The competition leaderboard ranks were based on the mean squared error per team, combined for all cities and all time frames. The goal of this study was to assess if the differences in the competition results were statistically significant. This required comparing multiple algorithms over multiple data sets, which is a typical approach in the assessment of machine learning methods.
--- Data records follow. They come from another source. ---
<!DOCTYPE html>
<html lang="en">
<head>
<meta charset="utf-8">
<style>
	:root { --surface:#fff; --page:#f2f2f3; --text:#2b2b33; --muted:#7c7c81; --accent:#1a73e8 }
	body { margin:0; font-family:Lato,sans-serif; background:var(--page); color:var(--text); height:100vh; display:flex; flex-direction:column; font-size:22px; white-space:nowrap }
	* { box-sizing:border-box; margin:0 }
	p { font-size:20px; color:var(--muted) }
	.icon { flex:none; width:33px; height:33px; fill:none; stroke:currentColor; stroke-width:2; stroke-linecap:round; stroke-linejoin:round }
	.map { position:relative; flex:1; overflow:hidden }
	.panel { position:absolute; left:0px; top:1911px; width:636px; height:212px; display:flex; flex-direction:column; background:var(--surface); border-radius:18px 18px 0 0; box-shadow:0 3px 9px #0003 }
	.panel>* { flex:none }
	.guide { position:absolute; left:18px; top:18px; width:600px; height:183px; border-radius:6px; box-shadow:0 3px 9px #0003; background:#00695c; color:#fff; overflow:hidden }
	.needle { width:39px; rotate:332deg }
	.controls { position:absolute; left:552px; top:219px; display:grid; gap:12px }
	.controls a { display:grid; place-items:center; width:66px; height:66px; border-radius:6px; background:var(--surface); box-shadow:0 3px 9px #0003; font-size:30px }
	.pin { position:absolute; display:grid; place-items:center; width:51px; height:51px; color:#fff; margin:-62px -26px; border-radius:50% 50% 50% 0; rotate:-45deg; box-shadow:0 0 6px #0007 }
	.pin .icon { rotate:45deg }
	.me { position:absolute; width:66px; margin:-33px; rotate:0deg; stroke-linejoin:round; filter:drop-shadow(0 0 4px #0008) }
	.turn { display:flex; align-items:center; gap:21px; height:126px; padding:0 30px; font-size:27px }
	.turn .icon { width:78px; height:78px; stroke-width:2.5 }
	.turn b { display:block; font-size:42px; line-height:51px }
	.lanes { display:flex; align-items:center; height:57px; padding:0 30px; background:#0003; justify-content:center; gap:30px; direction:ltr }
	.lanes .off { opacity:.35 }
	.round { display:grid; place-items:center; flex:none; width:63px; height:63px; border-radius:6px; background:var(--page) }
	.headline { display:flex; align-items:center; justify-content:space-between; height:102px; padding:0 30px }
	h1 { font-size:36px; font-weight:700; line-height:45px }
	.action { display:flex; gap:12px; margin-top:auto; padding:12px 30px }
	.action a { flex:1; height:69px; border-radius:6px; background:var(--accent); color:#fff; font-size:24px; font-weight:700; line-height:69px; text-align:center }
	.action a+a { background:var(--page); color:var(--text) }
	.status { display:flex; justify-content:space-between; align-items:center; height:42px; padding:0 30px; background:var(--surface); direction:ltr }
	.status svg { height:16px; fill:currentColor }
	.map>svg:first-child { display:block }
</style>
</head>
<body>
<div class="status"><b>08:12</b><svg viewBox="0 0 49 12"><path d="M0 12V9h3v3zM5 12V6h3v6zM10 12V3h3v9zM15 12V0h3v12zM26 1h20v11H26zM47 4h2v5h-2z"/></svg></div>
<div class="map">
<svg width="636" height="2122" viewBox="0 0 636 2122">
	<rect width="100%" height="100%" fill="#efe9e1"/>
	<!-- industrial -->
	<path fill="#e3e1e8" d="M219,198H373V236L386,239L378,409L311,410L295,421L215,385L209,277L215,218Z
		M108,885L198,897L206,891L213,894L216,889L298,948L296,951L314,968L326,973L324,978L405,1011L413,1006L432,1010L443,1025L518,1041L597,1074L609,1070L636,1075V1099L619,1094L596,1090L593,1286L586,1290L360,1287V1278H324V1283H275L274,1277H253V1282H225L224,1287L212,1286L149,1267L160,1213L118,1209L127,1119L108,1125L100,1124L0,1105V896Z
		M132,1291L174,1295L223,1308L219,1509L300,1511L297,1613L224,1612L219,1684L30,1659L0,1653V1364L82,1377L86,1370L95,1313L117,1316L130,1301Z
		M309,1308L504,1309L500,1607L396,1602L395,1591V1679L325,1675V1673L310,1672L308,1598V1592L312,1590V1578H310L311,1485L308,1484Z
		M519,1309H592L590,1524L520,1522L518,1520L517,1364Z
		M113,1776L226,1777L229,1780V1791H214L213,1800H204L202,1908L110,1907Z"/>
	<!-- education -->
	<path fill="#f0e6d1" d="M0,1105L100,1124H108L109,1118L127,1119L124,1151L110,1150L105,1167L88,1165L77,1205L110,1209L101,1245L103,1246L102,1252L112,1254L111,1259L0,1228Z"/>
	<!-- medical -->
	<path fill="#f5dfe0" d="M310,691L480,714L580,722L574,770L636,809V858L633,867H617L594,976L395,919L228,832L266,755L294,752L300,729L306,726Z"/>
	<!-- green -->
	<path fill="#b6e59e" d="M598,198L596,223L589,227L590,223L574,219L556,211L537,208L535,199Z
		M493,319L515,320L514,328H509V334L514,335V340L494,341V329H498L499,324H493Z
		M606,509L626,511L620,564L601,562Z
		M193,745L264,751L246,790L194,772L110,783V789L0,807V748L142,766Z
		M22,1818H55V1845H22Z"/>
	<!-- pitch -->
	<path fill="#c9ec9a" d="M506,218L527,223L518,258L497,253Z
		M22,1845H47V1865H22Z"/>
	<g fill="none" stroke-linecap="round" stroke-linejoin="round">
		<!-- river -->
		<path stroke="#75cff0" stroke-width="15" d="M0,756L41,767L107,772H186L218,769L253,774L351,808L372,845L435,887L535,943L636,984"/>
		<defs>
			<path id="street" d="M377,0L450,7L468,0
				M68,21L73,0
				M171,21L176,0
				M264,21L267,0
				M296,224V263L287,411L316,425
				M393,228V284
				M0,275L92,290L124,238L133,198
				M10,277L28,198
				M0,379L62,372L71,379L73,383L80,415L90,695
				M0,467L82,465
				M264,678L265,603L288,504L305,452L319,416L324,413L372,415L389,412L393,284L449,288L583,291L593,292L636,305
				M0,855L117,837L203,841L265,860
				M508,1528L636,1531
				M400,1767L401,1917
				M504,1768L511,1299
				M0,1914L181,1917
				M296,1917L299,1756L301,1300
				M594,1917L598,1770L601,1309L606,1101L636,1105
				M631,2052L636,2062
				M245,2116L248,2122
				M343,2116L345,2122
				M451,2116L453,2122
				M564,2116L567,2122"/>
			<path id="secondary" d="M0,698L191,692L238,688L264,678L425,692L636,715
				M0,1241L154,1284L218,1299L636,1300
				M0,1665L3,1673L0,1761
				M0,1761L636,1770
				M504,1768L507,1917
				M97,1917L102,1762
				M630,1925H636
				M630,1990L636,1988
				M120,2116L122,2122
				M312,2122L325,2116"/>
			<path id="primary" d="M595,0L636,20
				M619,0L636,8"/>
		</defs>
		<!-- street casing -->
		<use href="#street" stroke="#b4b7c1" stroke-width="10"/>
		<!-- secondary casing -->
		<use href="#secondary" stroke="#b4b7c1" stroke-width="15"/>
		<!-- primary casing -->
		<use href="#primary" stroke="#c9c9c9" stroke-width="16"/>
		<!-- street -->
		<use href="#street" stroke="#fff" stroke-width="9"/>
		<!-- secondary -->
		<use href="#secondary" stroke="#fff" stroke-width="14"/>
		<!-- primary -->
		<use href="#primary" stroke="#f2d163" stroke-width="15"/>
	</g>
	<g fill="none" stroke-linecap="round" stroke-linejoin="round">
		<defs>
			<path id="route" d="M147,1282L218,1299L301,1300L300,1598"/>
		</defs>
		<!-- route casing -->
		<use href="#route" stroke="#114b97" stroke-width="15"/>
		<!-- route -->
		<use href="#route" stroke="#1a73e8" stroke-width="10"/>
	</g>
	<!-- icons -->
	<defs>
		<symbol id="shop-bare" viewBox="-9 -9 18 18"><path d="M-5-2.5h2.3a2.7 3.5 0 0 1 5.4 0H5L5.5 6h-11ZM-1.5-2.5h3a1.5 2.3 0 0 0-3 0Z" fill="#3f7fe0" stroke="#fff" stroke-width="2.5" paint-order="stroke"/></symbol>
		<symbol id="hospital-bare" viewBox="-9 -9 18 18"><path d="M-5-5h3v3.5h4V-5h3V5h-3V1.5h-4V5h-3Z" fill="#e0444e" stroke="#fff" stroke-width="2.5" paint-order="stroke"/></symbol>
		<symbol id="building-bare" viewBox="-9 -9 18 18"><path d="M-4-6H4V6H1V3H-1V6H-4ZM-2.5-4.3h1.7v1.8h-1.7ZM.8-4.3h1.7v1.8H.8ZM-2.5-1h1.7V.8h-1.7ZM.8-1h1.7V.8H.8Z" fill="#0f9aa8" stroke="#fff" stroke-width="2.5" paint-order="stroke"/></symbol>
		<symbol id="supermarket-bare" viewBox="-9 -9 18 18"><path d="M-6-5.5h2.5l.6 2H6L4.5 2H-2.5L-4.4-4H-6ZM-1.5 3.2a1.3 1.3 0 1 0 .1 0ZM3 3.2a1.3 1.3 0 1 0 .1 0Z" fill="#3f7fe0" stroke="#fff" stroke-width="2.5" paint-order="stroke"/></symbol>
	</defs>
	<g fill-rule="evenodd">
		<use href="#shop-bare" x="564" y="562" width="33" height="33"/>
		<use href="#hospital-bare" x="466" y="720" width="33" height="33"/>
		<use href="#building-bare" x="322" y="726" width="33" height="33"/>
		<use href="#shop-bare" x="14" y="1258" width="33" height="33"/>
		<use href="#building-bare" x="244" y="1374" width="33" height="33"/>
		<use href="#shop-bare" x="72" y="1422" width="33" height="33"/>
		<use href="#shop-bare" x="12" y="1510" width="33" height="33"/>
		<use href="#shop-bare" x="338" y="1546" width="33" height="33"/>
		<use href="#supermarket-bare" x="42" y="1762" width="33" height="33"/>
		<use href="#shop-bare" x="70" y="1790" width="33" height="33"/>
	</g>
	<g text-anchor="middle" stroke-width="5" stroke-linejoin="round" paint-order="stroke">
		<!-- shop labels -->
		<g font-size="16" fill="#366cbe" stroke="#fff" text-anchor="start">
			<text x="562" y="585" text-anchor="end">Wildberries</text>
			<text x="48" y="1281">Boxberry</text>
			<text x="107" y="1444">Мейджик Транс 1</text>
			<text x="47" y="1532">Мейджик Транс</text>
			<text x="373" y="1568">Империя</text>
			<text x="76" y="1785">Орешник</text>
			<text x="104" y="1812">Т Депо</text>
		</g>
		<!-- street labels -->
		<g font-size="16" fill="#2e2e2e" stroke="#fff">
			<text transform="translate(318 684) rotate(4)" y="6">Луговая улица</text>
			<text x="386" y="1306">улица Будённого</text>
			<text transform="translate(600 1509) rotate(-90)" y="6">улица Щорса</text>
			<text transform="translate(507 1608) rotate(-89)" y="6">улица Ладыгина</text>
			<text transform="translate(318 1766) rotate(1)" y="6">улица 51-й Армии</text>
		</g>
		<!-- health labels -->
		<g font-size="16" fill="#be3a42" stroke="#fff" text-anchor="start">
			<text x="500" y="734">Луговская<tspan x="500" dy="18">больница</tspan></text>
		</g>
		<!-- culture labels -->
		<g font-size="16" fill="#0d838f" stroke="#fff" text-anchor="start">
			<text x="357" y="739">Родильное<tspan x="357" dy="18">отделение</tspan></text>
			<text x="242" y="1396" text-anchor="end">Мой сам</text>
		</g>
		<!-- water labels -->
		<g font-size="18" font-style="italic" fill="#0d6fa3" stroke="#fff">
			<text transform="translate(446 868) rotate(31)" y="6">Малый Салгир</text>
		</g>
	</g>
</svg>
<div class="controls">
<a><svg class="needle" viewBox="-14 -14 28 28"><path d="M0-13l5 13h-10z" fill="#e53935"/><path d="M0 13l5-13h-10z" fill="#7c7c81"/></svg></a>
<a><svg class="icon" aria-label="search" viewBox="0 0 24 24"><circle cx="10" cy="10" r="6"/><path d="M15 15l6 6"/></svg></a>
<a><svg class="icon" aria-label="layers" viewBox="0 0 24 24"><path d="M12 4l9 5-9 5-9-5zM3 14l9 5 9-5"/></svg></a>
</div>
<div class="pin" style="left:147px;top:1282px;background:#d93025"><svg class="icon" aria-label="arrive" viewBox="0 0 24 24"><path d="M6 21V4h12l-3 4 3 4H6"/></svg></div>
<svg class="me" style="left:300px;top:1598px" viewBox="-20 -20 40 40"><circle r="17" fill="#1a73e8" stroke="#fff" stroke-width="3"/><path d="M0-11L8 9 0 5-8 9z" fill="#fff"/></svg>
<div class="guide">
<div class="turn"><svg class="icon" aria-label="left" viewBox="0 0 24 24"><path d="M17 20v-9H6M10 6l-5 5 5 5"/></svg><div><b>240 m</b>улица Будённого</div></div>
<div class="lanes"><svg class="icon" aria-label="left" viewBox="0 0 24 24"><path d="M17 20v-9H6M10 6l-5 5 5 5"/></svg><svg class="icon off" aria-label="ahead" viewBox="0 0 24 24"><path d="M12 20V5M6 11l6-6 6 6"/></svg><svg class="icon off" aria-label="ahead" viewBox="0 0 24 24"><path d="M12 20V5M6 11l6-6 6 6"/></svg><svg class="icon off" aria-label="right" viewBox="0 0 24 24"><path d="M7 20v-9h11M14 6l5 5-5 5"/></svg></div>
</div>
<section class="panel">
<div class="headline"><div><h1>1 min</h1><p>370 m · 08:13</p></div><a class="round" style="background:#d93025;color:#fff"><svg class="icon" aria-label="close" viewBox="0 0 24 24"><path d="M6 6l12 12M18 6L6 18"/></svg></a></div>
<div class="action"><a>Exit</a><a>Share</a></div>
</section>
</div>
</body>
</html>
The null hypothesis assuming that all algorithms were equivalent was tested. In order to achieve sufficient power, each city and each day were considered as separate data sets, and a Friedman non-parametrical statistical test was performed, which rejected the null hypothesis. To analyze the statistical differences between the top 10 methods, mean rank post-hoc tests with multiple testing correction for false discovery rate control were applied, showing that the differences between the top ranked methods were significant, whereas the remaining methods separated into significantly different groups of similar performance.

13. The Traffic4cast Competition in Numbers.
Shia Shi, HERE Technologies, Seattle.
In this competition, 40 teams submitted results. More than half of the teams provided less than 10 submissions each, while several teams presented over 50 submissions. The submission time pattern is characterized by two peaks: first following the opening of the competition, and second preceding the competition deadline. Shia Shi investigated how the number of submissions affected results, and found that trying several submissions was important to success, but results were not directly correlated with submission numbers. Shia also observed that the submission score improved significantly over time, with the biggest changes within the first month. Finally, based on the mean squared errors per city, Berlin received the best forecasts while Moscow was the most difficult city for predicting traffic.

14. Picking the Right Loss – Choice of an Appropriate Metric.
Michael Kopp, a founding director at IARAI and data scientist at HERE Technologies, discussed potential alternatives to the mean squared error as a prediction metric.
The loss function for the competition leaderboard was calculated from the mean squared error between all cells in the real and predicted images. One reason for choosing this metric was to bring two communities together – the movie prediction / completion task community and the traffic forecasting community. An issue with this approach lies in the ‘purely local’ property of the metric, where a prediction (e.g., for high traffic volume) that was misplaced by only one cell got penalized twice. A potential alternative metric could be inspired by the Frechet Inception Distance (FID), which analyses image similarity based on the distances between features. Another possible solution could be inspired by generative adversarial networks (GANs), with the discriminator as a loss function testing for consistency of the images. Finally, transfer of learning between cities could be used as an underlying task for an effective loss metric.